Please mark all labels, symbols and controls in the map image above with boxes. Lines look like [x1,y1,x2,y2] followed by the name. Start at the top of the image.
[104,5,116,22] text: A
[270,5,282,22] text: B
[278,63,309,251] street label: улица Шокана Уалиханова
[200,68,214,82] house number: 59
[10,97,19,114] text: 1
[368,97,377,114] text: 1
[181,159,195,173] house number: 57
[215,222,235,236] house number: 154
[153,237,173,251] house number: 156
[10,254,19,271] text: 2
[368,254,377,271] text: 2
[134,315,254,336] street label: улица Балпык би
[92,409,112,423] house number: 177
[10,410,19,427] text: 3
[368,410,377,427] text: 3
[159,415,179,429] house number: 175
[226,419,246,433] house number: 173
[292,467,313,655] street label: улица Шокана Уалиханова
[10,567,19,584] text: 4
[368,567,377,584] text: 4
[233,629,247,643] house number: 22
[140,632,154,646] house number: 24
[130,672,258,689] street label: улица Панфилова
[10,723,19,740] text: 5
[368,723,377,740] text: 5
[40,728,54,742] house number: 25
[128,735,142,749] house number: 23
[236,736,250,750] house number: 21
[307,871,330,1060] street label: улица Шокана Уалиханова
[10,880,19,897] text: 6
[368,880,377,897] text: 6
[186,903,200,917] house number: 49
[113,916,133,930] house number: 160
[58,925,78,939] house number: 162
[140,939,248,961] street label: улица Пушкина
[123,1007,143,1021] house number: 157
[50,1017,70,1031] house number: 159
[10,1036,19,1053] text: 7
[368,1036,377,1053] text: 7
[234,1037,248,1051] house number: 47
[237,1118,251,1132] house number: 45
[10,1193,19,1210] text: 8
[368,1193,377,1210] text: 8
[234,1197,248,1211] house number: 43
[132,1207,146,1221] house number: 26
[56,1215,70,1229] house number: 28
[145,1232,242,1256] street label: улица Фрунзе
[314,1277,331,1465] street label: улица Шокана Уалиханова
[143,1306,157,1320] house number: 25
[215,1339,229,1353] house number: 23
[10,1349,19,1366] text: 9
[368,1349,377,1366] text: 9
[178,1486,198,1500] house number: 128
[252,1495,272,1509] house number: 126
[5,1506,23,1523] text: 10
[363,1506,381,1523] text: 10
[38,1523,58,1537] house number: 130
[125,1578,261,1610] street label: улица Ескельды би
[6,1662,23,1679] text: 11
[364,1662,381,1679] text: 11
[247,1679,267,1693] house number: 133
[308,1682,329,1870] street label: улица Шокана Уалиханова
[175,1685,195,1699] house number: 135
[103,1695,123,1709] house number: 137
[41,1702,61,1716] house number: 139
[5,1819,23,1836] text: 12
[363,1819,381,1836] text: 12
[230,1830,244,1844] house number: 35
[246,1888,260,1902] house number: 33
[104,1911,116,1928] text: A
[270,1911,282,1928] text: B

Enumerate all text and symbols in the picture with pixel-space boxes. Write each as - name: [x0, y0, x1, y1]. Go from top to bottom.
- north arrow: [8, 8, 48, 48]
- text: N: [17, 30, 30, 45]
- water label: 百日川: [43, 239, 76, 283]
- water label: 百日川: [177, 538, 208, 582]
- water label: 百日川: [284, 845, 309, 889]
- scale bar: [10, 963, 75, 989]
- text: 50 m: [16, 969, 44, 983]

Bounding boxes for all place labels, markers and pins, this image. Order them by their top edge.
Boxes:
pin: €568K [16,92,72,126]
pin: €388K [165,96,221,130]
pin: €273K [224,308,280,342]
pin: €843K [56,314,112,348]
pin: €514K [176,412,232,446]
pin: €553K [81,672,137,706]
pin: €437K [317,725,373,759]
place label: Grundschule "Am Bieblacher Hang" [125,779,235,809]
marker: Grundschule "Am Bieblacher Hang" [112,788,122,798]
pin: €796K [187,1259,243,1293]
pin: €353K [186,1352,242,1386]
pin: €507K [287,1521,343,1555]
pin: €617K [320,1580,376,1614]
□ □ □ □ □ □ □
WHAT THE TASK ASKS:
Repeat each of the entries exactly as written.

SOLUTION FOR THIS EXERCISE:
Please mark all labels, symbols and controls in the map image above with boxes. Lines look like [x1,y1,x2,y2] followed by the name. Start at the top of the image.
[104,5,116,22] text: A
[270,5,282,22] text: B
[278,63,309,251] street label: улица Шокана Уалиханова
[200,68,214,82] house number: 59
[10,97,19,114] text: 1
[368,97,377,114] text: 1
[181,159,195,173] house number: 57
[215,222,235,236] house number: 154
[153,237,173,251] house number: 156
[10,254,19,271] text: 2
[368,254,377,271] text: 2
[134,315,254,336] street label: улица Балпык би
[92,409,112,423] house number: 177
[10,410,19,427] text: 3
[368,410,377,427] text: 3
[159,415,179,429] house number: 175
[226,419,246,433] house number: 173
[292,467,313,655] street label: улица Шокана Уалиханова
[10,567,19,584] text: 4
[368,567,377,584] text: 4
[233,629,247,643] house number: 22
[140,632,154,646] house number: 24
[130,672,258,689] street label: улица Панфилова
[10,723,19,740] text: 5
[368,723,377,740] text: 5
[40,728,54,742] house number: 25
[128,735,142,749] house number: 23
[236,736,250,750] house number: 21
[307,871,330,1060] street label: улица Шокана Уалиханова
[10,880,19,897] text: 6
[368,880,377,897] text: 6
[186,903,200,917] house number: 49
[113,916,133,930] house number: 160
[58,925,78,939] house number: 162
[140,939,248,961] street label: улица Пушкина
[123,1007,143,1021] house number: 157
[50,1017,70,1031] house number: 159
[10,1036,19,1053] text: 7
[368,1036,377,1053] text: 7
[234,1037,248,1051] house number: 47
[237,1118,251,1132] house number: 45
[10,1193,19,1210] text: 8
[368,1193,377,1210] text: 8
[234,1197,248,1211] house number: 43
[132,1207,146,1221] house number: 26
[56,1215,70,1229] house number: 28
[145,1232,242,1256] street label: улица Фрунзе
[314,1277,331,1465] street label: улица Шокана Уалиханова
[143,1306,157,1320] house number: 25
[215,1339,229,1353] house number: 23
[10,1349,19,1366] text: 9
[368,1349,377,1366] text: 9
[178,1486,198,1500] house number: 128
[252,1495,272,1509] house number: 126
[5,1506,23,1523] text: 10
[363,1506,381,1523] text: 10
[38,1523,58,1537] house number: 130
[125,1578,261,1610] street label: улица Ескельды би
[6,1662,23,1679] text: 11
[364,1662,381,1679] text: 11
[247,1679,267,1693] house number: 133
[308,1682,329,1870] street label: улица Шокана Уалиханова
[175,1685,195,1699] house number: 135
[103,1695,123,1709] house number: 137
[41,1702,61,1716] house number: 139
[5,1819,23,1836] text: 12
[363,1819,381,1836] text: 12
[230,1830,244,1844] house number: 35
[246,1888,260,1902] house number: 33
[104,1911,116,1928] text: A
[270,1911,282,1928] text: B

Enumerate all text and symbols in the picture with pixel-space boxes. Write each as - name: [x0, y0, x1, y1]. Go from top to bottom.
- north arrow: [8, 8, 48, 48]
- text: N: [17, 30, 30, 45]
- water label: 百日川: [43, 239, 76, 283]
- water label: 百日川: [177, 538, 208, 582]
- water label: 百日川: [284, 845, 309, 889]
- scale bar: [10, 963, 75, 989]
- text: 50 m: [16, 969, 44, 983]

Bounding boxes for all place labels, markers and pins, this image. Order them by their top edge.
Boxes:
pin: €568K [16,92,72,126]
pin: €388K [165,96,221,130]
pin: €273K [224,308,280,342]
pin: €843K [56,314,112,348]
pin: €514K [176,412,232,446]
pin: €553K [81,672,137,706]
pin: €437K [317,725,373,759]
place label: Grundschule "Am Bieblacher Hang" [125,779,235,809]
marker: Grundschule "Am Bieblacher Hang" [112,788,122,798]
pin: €796K [187,1259,243,1293]
pin: €353K [186,1352,242,1386]
pin: €507K [287,1521,343,1555]
pin: €617K [320,1580,376,1614]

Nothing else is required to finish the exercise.